Instructions for the task>
From the records below, copy each line in which the string "ЧИСТЯКІВСЬКА" occurs.

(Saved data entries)
────────────────────

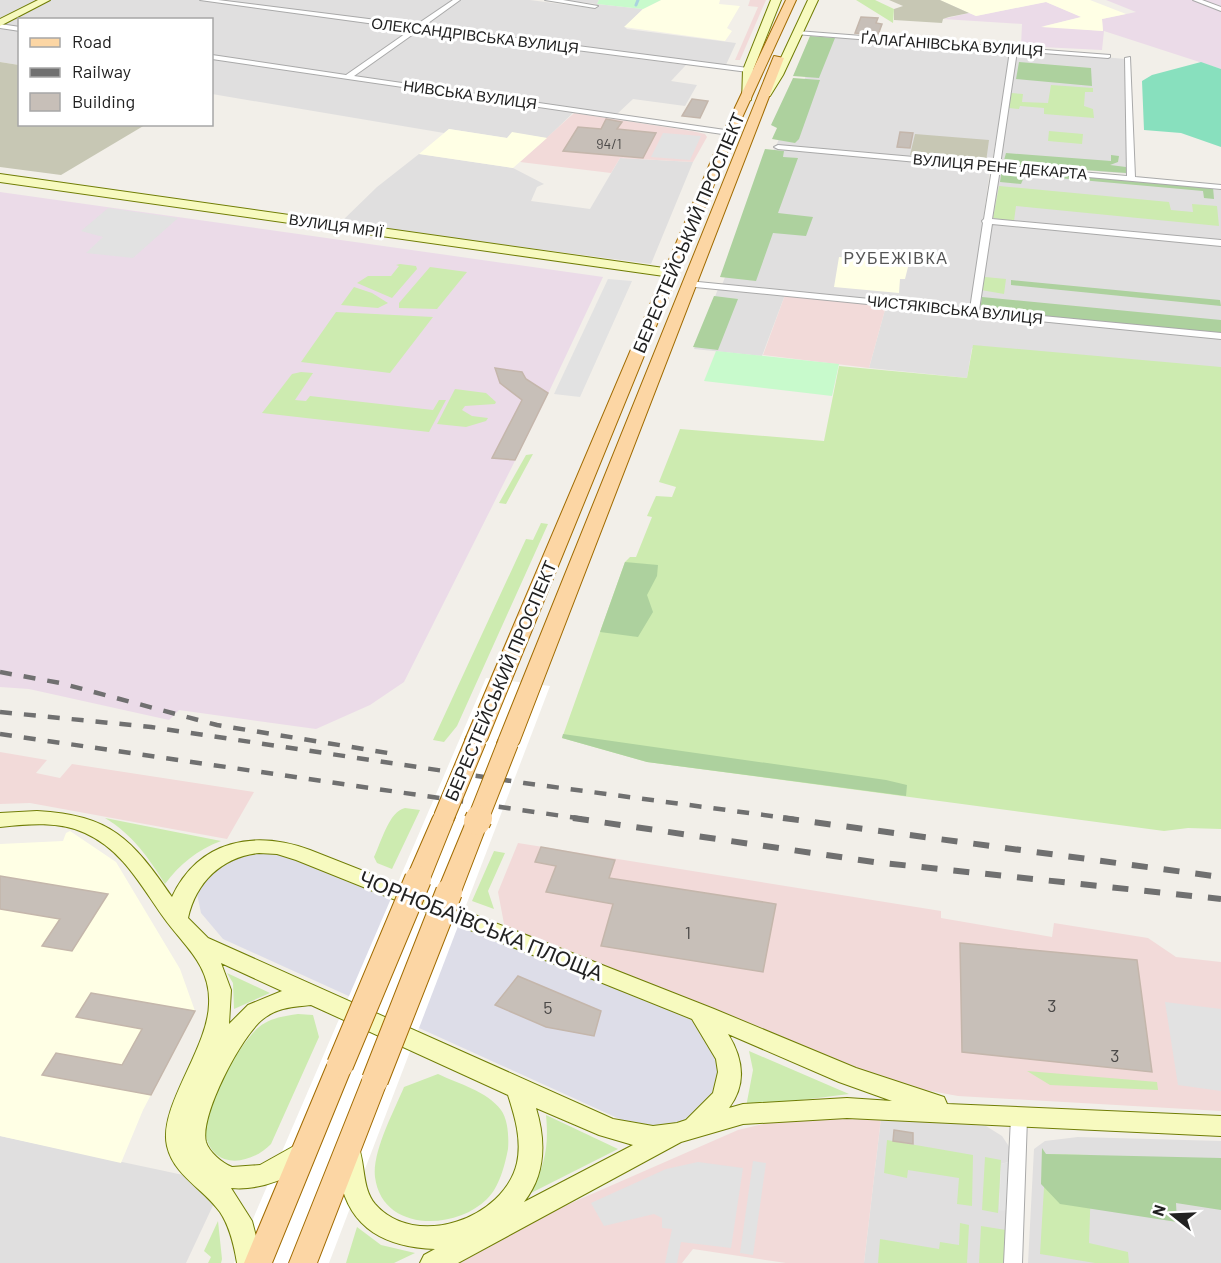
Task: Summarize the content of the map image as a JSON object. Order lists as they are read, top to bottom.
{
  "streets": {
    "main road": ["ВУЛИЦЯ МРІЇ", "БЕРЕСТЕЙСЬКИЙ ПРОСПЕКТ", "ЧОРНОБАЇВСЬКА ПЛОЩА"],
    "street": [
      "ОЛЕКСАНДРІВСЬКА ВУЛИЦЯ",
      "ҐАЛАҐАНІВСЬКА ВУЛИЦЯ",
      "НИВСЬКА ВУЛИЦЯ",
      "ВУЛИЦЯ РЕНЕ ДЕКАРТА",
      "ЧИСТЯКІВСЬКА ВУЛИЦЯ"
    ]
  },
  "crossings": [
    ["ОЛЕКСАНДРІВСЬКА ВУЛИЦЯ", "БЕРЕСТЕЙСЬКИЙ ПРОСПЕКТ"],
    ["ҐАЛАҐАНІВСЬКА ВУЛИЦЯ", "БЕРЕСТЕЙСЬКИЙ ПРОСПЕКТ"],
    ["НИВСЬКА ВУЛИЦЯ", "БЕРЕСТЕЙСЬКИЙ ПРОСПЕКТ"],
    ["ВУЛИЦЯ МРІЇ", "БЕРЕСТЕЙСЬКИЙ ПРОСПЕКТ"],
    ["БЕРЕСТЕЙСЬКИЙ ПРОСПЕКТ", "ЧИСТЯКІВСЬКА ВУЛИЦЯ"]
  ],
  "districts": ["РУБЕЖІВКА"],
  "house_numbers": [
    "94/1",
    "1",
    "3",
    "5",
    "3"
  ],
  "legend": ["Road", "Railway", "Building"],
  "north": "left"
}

────────────────────

Result for this exercise>
      "ЧИСТЯКІВСЬКА ВУЛИЦЯ"
    ["БЕРЕСТЕЙСЬКИЙ ПРОСПЕКТ", "ЧИСТЯКІВСЬКА ВУЛИЦЯ"]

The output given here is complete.